Poi ne bevve un secondo, perché aveva ancora sete. La trasformazione iniziata continuò, ma con una certa coerenza: le forme del corpo rimasero le stesse, soltanto si riempirono di luce. Lo scheletro duro, lucido e quasi metallico del ragazzo-scarabeo si fece cristallino e luminoso; questi allora volò attraverso il finestrino sulle città nebbiose traversate da quel treno, ne seguì per lungi tratti la corsa, poi se ne distaccò buttandosi in picchiata nelle piazze medievali, disturbando i piccioni e lasciando stupefatti i vecchietti riuniti per le chiacchiere domenicali. Infine il mostro rientrò in treno dal medesimo finestrino, si mise a pensare seriamente al difficile destino che l'attendeva (lui scarabeo in una famiglia e in una scuola fatte interamente di persone normali), poi s'addormentò; qualche minuto più tardi, una leggera pressione del controllore sulla sua spalla luminosa di gigantesco scarabeo antropomorfo bastò a svegliarlo e a scacciare gli effetti dell'acqua bevuta. Il ragazzino, un po' intontito dal sonno, tornò umano e mostrò il proprio biglietto al ferroviere.

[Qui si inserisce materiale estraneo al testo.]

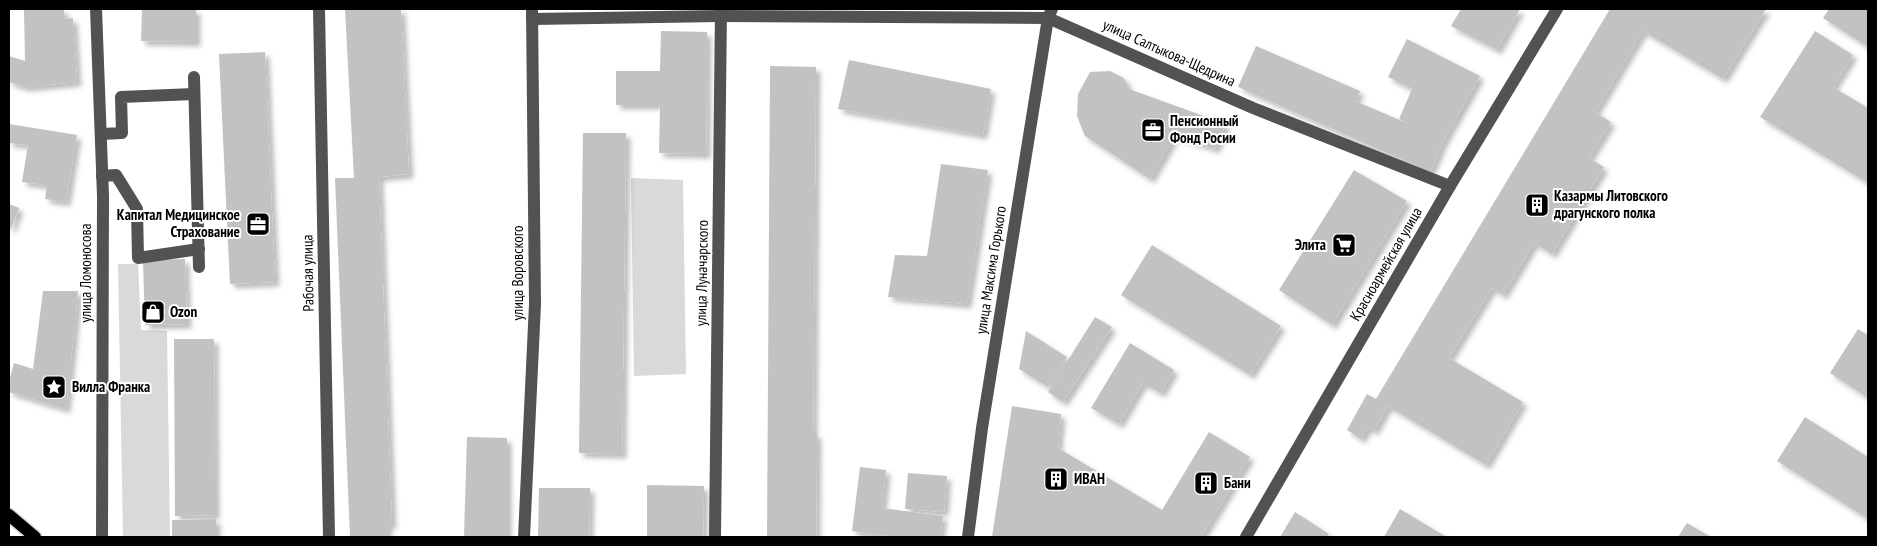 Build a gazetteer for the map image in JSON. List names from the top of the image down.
{
  "streets": {
    "street": [
      "улица Салтыкова-Щедрина",
      "Красноармейская улица",
      "улица Максима Горького",
      "улица Ломоносова",
      "Рабочая улица",
      "улица Воровского",
      "улица Луначарского"
    ]
  },
  "crossings": [
    ["улица Салтыкова-Щедрина", "Красноармейская улица"],
    ["улица Салтыкова-Щедрина", "улица Максима Горького"],
    ["улица Салтыкова-Щедрина", "улица Воровского"],
    ["улица Салтыкова-Щедрина", "улица Луначарского"]
  ],
  "places": {
    "office": ["Пенсионный Фонд Росии", "Капитал Медицинское Страхование"],
    "building": ["Казармы Литовского драгунского полка", "ИВАН", "Бани"],
    "supermarket": ["Элита"],
    "shop": ["Ozon"],
    "place": ["Вилла Франка"]
  }
}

Di nuovo lucido, decise che avrebbe rintracciato quel ferroviere e lo avrebbe ringraziato mille volte per averlo salvato dal triste destino di insetto luminoso; poi arrivò a casa, disfece la valigia e la sera guardò il Milan. Il giorno stesso e per sempre si dimenticò dell'intera vicenda e del controllore da ringraziare.